In the records below, find the line containing "M 343,1183 L 436,1207" and the line containing "M 668,1392 L"; please repeat exactly the lines from one to the other, both included, and nothing more.

Segment Start: Material provided

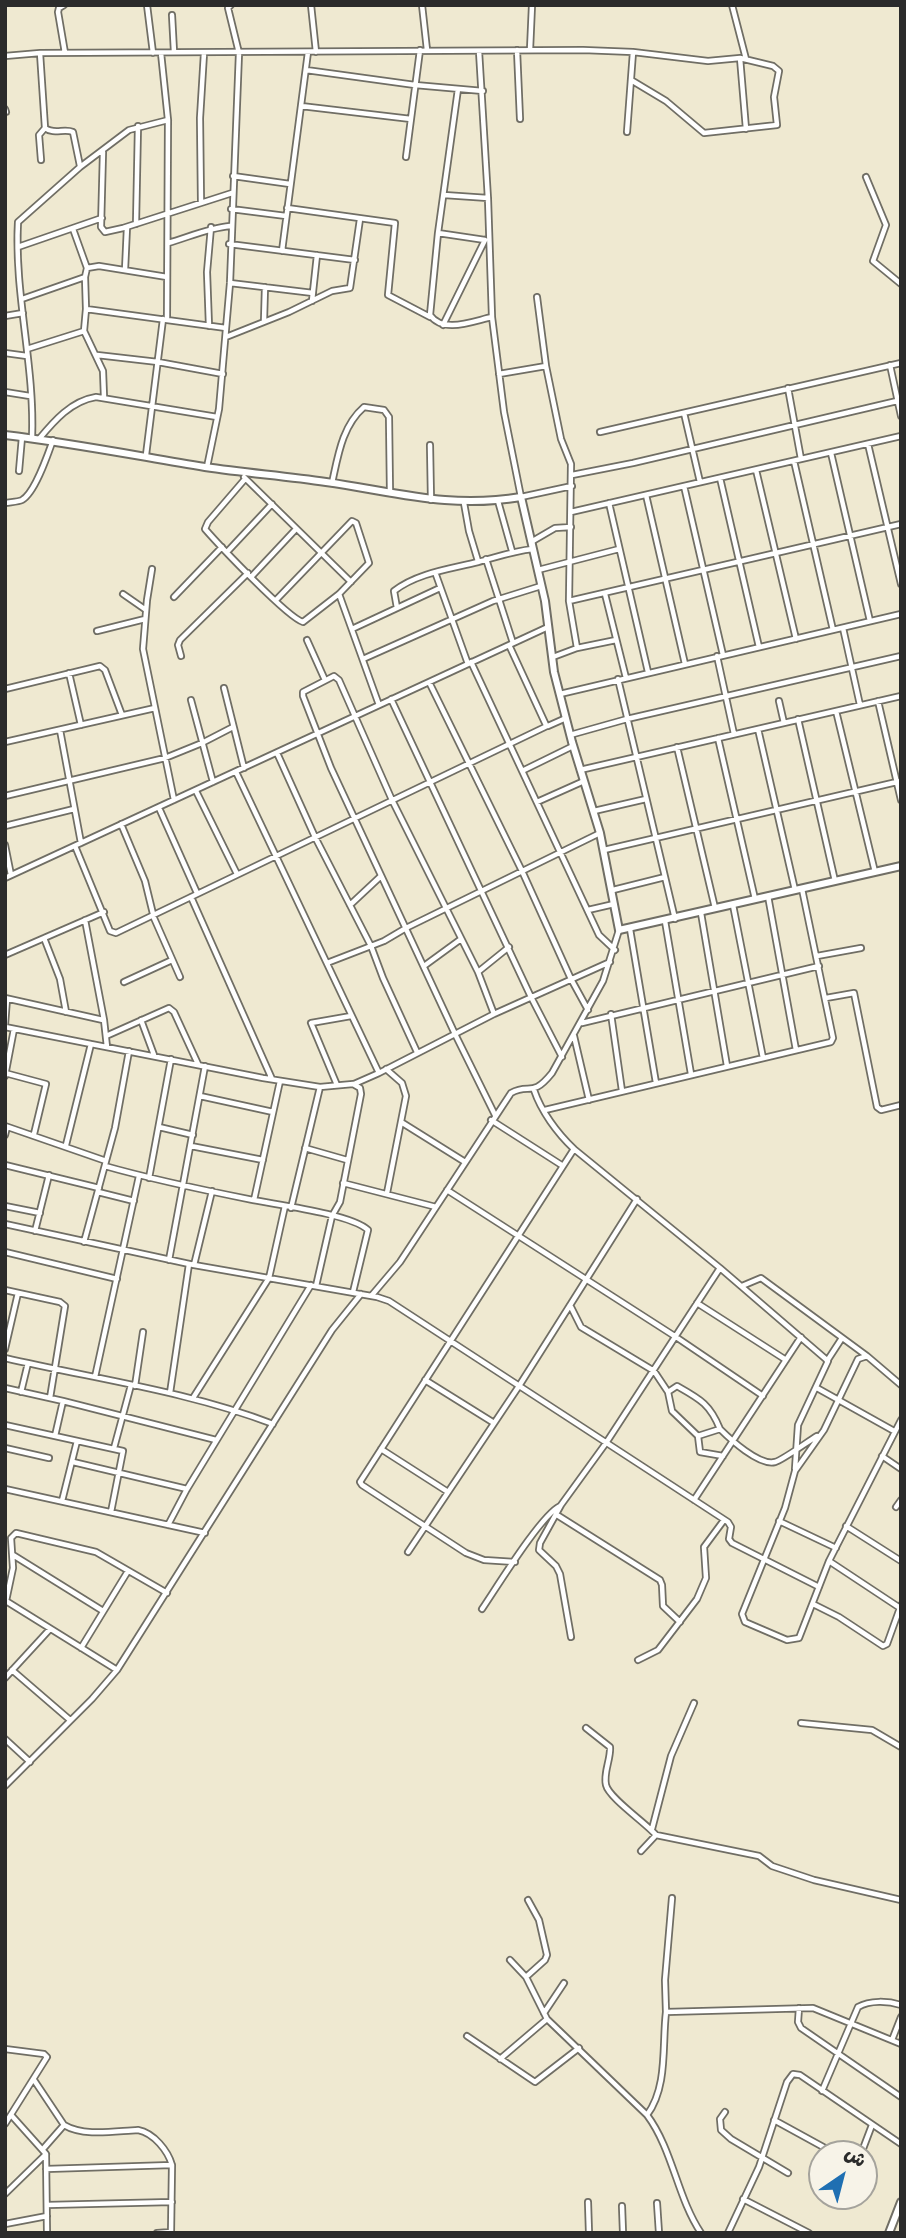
<!DOCTYPE html>
<meta charset="utf-8">
<style>
body{margin:0}
#map{position:relative;width:906px;height:2238px;overflow:hidden;background:#efe9d1;font-family:"Gochi Hand","Playpen Sans Arabic",sans-serif}
canvas{display:block}
.frame{position:absolute;inset:0;border:7px solid #2b2b2b;pointer-events:none}
.north{position:absolute;left:808px;top:2140px;width:70px;height:70px;box-sizing:border-box;background:#f7f3e8;border:2px solid #a5a39c;border-radius:50%;rotate:35deg;font-size:19px;font-weight:700;line-height:28px;text-align:center;color:#2b2b2b}
.north::after{content:'';display:block;margin:auto;width:24px;height:32px;background:#1f6fb2;clip-path:polygon(50% 0,100% 100%,50% 72%,0 100%)}
</style>
<div id="map">
<canvas width="906" height="2238"></canvas>
<div class="frame"></div>
<div class="north">ش</div>
</div>
<script>
const c = document.querySelector('canvas').getContext('2d');
c.lineJoin = 'round';
function trace(path, color, width, dash) {
  c.strokeStyle = color;
  c.lineWidth = width;
  c.lineCap = dash ? 'butt' : 'round';
  c.setLineDash(dash || []);
  c.stroke(path);
}
const minor = new Path2D(`
 M 64,5 L 59,8 L 58,12 L 65,53
 M 147,5 L 153,53
 M 311,5 L 316,52
 M 422,5 L 427,50
 M 732,5 L 746,59
 M 172,15 L 174,52
 M 517,50 L 520,119
 M 530,50 L 532,5
 M 479,51 L 488,199 L 492,317 L 504,412 L 521,497 L 572,486
 M 40,53 L 45,128 C 54,135 64,128 73,132 L 80,166
 M 161,53 L 168,120 L 167,319
 M 5,56 L 40,53 L 583,50 L 633,52 L 708,61 L 740,58 L 773,66 L 779,71 L 774,97 L 777,125 L 704,133 L 666,101 L 631,80
 M 740,58 L 746,129
 M 306,70 L 415,85 L 483,91
 M 458,89 L 438,233 L 430,315 C 443,334 473,321 492,317
 M 301,106 L 411,119
 M 5,109 L 6,112
 M 627,132 L 633,52
 M 103,152 L 101,227 L 105,232 L 123,228 L 232,193
 M 406,157 L 420,50
 M 41,160 L 39,135 L 45,128
 M 233,176 L 290,184
 M 866,177 L 886,225 L 873,261 L 901,284
 M 444,195 L 488,198
 M 201,202 L 200,118 L 204,53
 M 287,208 L 395,223 L 388,295 L 430,317
 M 231,209 L 286,216
 M 136,224 L 138,126
 M 73,229 L 87,268 L 85,277 L 86,309 L 84,331 L 103,371 L 104,397
 M 438,233 L 485,240
 M 168,243 C 189,237 208,228 230,226
 M 229,244 L 355,260
 M 18,247 L 102,218
 M 282,251 L 308,52
 M 87,268 L 99,266 L 167,277
 M 125,270 L 127,227
 M 230,283 L 313,293
 M 537,297 L 546,366 L 561,439 L 571,464 L 569,601 L 577,648
 M 22,299 L 85,277
 M 312,301 L 317,255
 M 86,309 L 226,328
 M 5,316 L 23,313
 M 264,321 L 265,287
 M 443,325 L 485,240
 M 209,326 L 207,272 L 211,227
 M 226,337 L 289,312 L 332,291 L 350,288 L 360,219
 M 27,349 L 84,331
 M 5,353 L 27,356
 M 97,355 L 158,362 L 223,374
 M 890,365 L 901,416
 M 499,374 L 546,366
 M 788,388 L 801,459
 M 5,392 L 30,396
 M 684,413 L 700,482
 M 600,432 L 901,363
 M 32,438 C 35,366 14,294 18,222 L 80,167 L 129,130 L 168,120
 M 39,439 C 54,421 71,401 96,397 L 217,417
 M 868,444 L 901,584
 M 430,445 L 431,500
 M 831,453 L 870,621
 M 146,455 L 163,319
 M 794,461 L 833,630
 M 207,467 L 219,409 L 230,283 L 239,53 L 228,8 L 231,5
 M 756,470 L 796,639
 M 19,471 L 22,437
 M 572,475 L 633,463 L 897,401
 M 244,477 L 351,582
 M 720,478 L 759,647
 M 245,479 L 208,522 L 205,529 C 219,545 288,618 303,622 L 339,594 L 369,563 L 356,523 L 352,521 L 276,600
 M 332,483 C 338,456 342,426 364,407 L 384,410 L 389,417 L 390,493
 M 684,486 L 723,655
 M 646,495 L 685,664
 M 498,501 L 512,551
 M 5,503 C 10,502 18,502 22,500 C 35,493 48,454 53,440
 M 464,503 L 469,531 L 478,561
 M 609,503 L 648,672
 M 571,512 L 901,436
 M 531,542 L 555,528 L 571,527
 M 227,552 L 272,504
 M 486,559 L 513,643
 M 152,569 L 147,600 L 143,649 L 174,800
 M 538,570 L 619,549
 M 435,572 L 468,664
 M 252,576 L 296,529
 M 123,594 L 146,610
 M 339,594 L 379,705
 M 605,594 L 626,678
 M 174,597 L 222,547
 M 569,601 L 901,524
 M 397,608 L 394,591 C 417,573 450,569 478,562 C 497,557 513,551 533,549
 M 843,628 L 860,705
 M 352,629 L 440,588
 M 97,631 L 145,619
 M 307,640 L 325,680
 M 509,645 L 546,725 L 548,726 L 566,718
 M 181,656 L 178,645 L 180,640 L 248,573
 M 717,656 L 734,734
 M 553,657 L 577,648 L 616,640
 M 363,659 L 493,601 L 541,586
 M 471,662 L 599,935 L 615,950
 M 69,673 L 81,725
 M 618,679 L 675,919
 M 429,682 L 522,871 L 571,979 L 588,1010
 M 224,688 L 244,768
 M 5,689 L 100,666 L 105,670 L 122,715
 M 560,694 L 901,614
 M 391,699 L 531,997 L 562,1057
 M 191,700 L 213,782
 M 779,701 L 784,723
 M 878,701 L 901,800
 M 836,711 L 875,872
 M 798,719 L 835,881
 M 758,729 L 795,890
 M 60,730 L 81,843
 M 570,735 L 627,719 L 901,656
 M 718,738 L 755,899
 M 5,742 L 155,708
 M 677,747 L 715,908
 M 277,753 L 315,837 L 371,946 L 383,978 L 417,1052
 M 580,770 L 901,696
 M 522,771 L 573,746
 M 236,772 L 379,1073 L 354,1084
 M 196,791 L 237,874
 M 5,796 L 165,758 L 202,743 L 233,727
 M 537,802 L 584,781
 M 159,808 L 197,893
 M 594,811 L 646,799
 M 121,824 L 145,881 L 154,918 L 180,977
 M 5,826 L 74,809
 M 5,845 L 11,875
 M 75,846 L 110,931 L 116,933 L 547,726
 M 604,850 L 901,781
 M 5,878 L 548,627
 M 613,890 L 665,877
 M 768,896 L 796,1050
 M 191,897 L 272,1079
 M 350,905 L 381,876
 M 733,905 L 763,1058
 M 588,910 L 614,904
 M 701,913 L 727,1066
 M 85,920 L 104,1020 L 107,1047
 M 665,921 L 691,1074
 M 630,929 L 656,1083
 M 44,938 L 60,979 L 66,1012
 M 5,955 L 104,912
 M 817,956 L 861,948
 M 327,963 L 384,941 L 406,928 L 600,833
 M 424,966 L 461,939
 M 478,972 L 509,947
 M 124,982 L 172,960
 M 5,998 L 103,1020
 M 826,998 L 854,993 L 877,1107 L 881,1110 L 901,1105
 M 494,1014 L 478,972 L 392,800 L 339,680 L 334,676 L 303,692 L 303,696 L 331,768 L 455,1034 L 495,1115
 M 611,1014 L 622,1091
 M 141,1020 L 154,1055
 M 582,1023 L 819,966
 M 5,1025 L 7,999
 M 5,1027 L 263,1078 L 320,1087 L 353,1084 L 360,1088 L 361,1094 L 340,1202 L 332,1216 L 316,1286
 M 106,1036 L 169,1008 L 174,1012 L 198,1064
 M 574,1036 L 589,1100
 M 386,1069 L 402,1083 L 406,1096 L 387,1193
 M 5,1073 L 46,1084 L 34,1134
 M 379,1073 L 494,1014 L 610,962
 M 5,1076 L 14,1029
 M 337,1085 L 311,1023 L 351,1016
 M 200,1096 L 273,1112
 M 545,1110 L 831,1042 L 833,1038 L 802,889
 M 491,1120 L 563,1166
 M 401,1122 L 465,1162
 M 5,1126 L 106,1161
 M 159,1127 L 193,1135
 M 5,1135 L 7,1127
 M 66,1145 L 91,1044
 M 191,1146 L 263,1160
 M 305,1148 L 347,1160
 M 5,1165 L 99,1188
 M 105,1166 C 154,1180 203,1190 253,1200 C 278,1205 351,1214 368,1230 L 353,1292
 M 149,1178 L 171,1059
 M 343,1183 L 436,1207
 M 447,1190 L 676,1337 L 763,1396
 M 98,1192 L 134,1201
 M 254,1200 L 280,1081
 M 5,1206 L 40,1213
 M 291,1208 L 320,1087
 M 5,1224 L 194,1265 L 377,1297 L 389,1301 L 728,1522 L 731,1527 L 729,1539 L 732,1543 L 819,1587
 M 35,1231 L 49,1175
 M 84,1242 L 115,1128 L 129,1051
 M 5,1252 L 117,1279
 M 169,1260 L 205,1066
 M 194,1265 L 212,1191
 M 720,1268 L 828,1361 L 798,1425 L 795,1469
 M 742,1286 L 761,1278 L 867,1356
 M 5,1290 L 60,1302 L 65,1306 L 50,1398
 M 372,1295 L 400,1262 L 511,1093 C 530,1082 531,1099 552,1073 L 603,981 L 619,930
 M 697,1303 L 786,1360
 M 570,1305 L 581,1327 L 654,1371 L 668,1392 L 672,1411 L 698,1436 L 700,1452 L 723,1456
 M 5,1349 L 18,1293
 M 5,1358 C 95,1379 187,1391 273,1424
 M 827,1361 L 842,1338
 M 95,1377 L 139,1176
 M 425,1380 L 494,1423
 M 901,1385 L 867,1356 L 858,1359 L 824,1430 L 795,1471 L 785,1508 L 742,1614 L 745,1622 L 787,1640 L 799,1638 L 829,1561 L 901,1420
 M 135,1386 L 143,1332
 M 5,1388 L 63,1401 L 55,1436
 M 817,1388 L 894,1431
 M 21,1392 L 28,1363
 M 668,1392 L 677,1386 C 700,1399 710,1404 720,1429
 M 170,1393 L 189,1264
 M 193,1398 L 269,1278 L 285,1206
 M 63,1401 L 216,1440
 M 5,1425 L 123,1451 L 111,1512
 M 698,1436 L 720,1429 C 730,1439 759,1466 775,1462 C 783,1460 807,1442 817,1436
 M 5,1448 L 49,1458
 M 114,1448 L 131,1385
 M 381,1449 L 448,1492
 M 882,1456 L 901,1469
 M 73,1462 L 187,1489
 M 5,1489 L 205,1533
 M 694,1500 L 801,1337
 M 62,1501 L 77,1441
 M 896,1507 L 901,1500
 M 557,1515 L 660,1580 L 662,1585 L 663,1606 L 680,1622
 M 779,1521 L 836,1548
 M 168,1525 L 187,1489 L 311,1285
 M 846,1526 L 901,1561
 M 408,1552 L 519,1386 L 637,1199
 M 13,1555 L 103,1611
 M 829,1561 L 900,1608
 M 515,1562 L 484,1560 L 466,1553 L 362,1485 L 360,1482 L 574,1149 C 557,1133 541,1111 534,1090
 M 6,1601 L 13,1568 L 11,1538 L 16,1533 L 96,1552 L 167,1593
 M 6,1601 L 117,1670
 M 813,1604 L 839,1617 L 883,1646 L 887,1644 L 901,1605
 M 482,1609 C 497,1587 541,1515 560,1506
 M 571,1637 L 560,1574 L 556,1566 L 539,1550 L 540,1543 L 561,1505 L 606,1443 L 720,1268 L 574,1149
 M 81,1648 L 128,1571
 M 638,1660 L 658,1650 L 697,1599 L 706,1578 L 704,1547 L 724,1520
 M 12,1670 L 70,1720
 M 5,1678 L 50,1629
 M 801,1723 L 872,1730 L 901,1747
 M 586,1728 L 610,1747 C 611,1759 603,1773 606,1785 C 609,1798 646,1823 656,1835 L 759,1856 L 772,1866 L 814,1880 L 901,1900
 M 5,1739 L 30,1762
 M 5,1786 L 92,1699 L 117,1670 L 332,1330 L 361,1294
 M 652,1829 L 671,1756 L 694,1703
 M 641,1851 L 656,1835
 M 672,1898 L 665,1980 L 666,2012 L 813,2008 L 901,2044
 M 510,1960 L 526,1977 L 547,2019 L 647,2115 C 673,2150 677,2197 701,2233
 M 526,1977 L 545,1960 L 547,1955 L 539,1920 L 528,1900
 M 799,2008 L 798,2022 L 801,2028 L 901,2097
 M 544,2013 L 564,1983
 M 467,2036 L 535,2082 L 579,2048
 M 892,2040 L 901,2017
 M 5,2049 L 44,2054 L 47,2057 L 5,2124
 M 500,2059 L 547,2019
 M 34,2080 L 64,2125 C 84,2137 115,2131 138,2130 C 154,2133 168,2151 172,2165 L 171,2233
 M 822,2091 L 858,2007 C 870,2000 888,2001 901,2005
 M 725,2112 L 720,2119 L 721,2130 L 731,2139 L 788,2173
 M 647,2115 C 668,2087 662,2045 666,2012
 M 12,2116 L 46,2154 L 47,2233
 M 774,2120 L 836,2154
 M 43,2149 L 64,2125
 M 861,2154 L 872,2125
 M 46,2169 L 172,2165
 M 5,2194 L 46,2154
 M 743,2199 L 809,2233
 M 588,2202 L 589,2233
 M 657,2203 L 659,2233
 M 47,2205 L 172,2202
 M 622,2206 L 623,2233
 M 5,2224 L 47,2216
 M 157,2233 L 171,2232
 M 728,2233 L 759,2167 L 787,2082 L 793,2074 L 800,2075 L 901,2144`);
const tertiary = new Path2D(`
 M 5,435 C 72,443 138,456 205,467 C 245,473 286,476 326,482 C 396,492 449,509 521,497 L 545,601 L 554,672 L 572,742 L 600,833 L 619,930 L 901,866
 M 889,2233 L 901,2202`);
trace(minor, '#706e65', 8);
trace(tertiary, '#706e65', 10);
trace(minor, '#fff', 4.5);
trace(tertiary, '#fff', 6);
</script>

Segment End: Material provided

** Written solution **
 M 343,1183 L 436,1207
 M 447,1190 L 676,1337 L 763,1396
 M 98,1192 L 134,1201
 M 254,1200 L 280,1081
 M 5,1206 L 40,1213
 M 291,1208 L 320,1087
 M 5,1224 L 194,1265 L 377,1297 L 389,1301 L 728,1522 L 731,1527 L 729,1539 L 732,1543 L 819,1587
 M 35,1231 L 49,1175
 M 84,1242 L 115,1128 L 129,1051
 M 5,1252 L 117,1279
 M 169,1260 L 205,1066
 M 194,1265 L 212,1191
 M 720,1268 L 828,1361 L 798,1425 L 795,1469
 M 742,1286 L 761,1278 L 867,1356
 M 5,1290 L 60,1302 L 65,1306 L 50,1398
 M 372,1295 L 400,1262 L 511,1093 C 530,1082 531,1099 552,1073 L 603,981 L 619,930
 M 697,1303 L 786,1360
 M 570,1305 L 581,1327 L 654,1371 L 668,1392 L 672,1411 L 698,1436 L 700,1452 L 723,1456
 M 5,1349 L 18,1293
 M 5,1358 C 95,1379 187,1391 273,1424
 M 827,1361 L 842,1338
 M 95,1377 L 139,1176
 M 425,1380 L 494,1423
 M 901,1385 L 867,1356 L 858,1359 L 824,1430 L 795,1471 L 785,1508 L 742,1614 L 745,1622 L 787,1640 L 799,1638 L 829,1561 L 901,1420
 M 135,1386 L 143,1332
 M 5,1388 L 63,1401 L 55,1436
 M 817,1388 L 894,1431
 M 21,1392 L 28,1363
 M 668,1392 L 677,1386 C 700,1399 710,1404 720,1429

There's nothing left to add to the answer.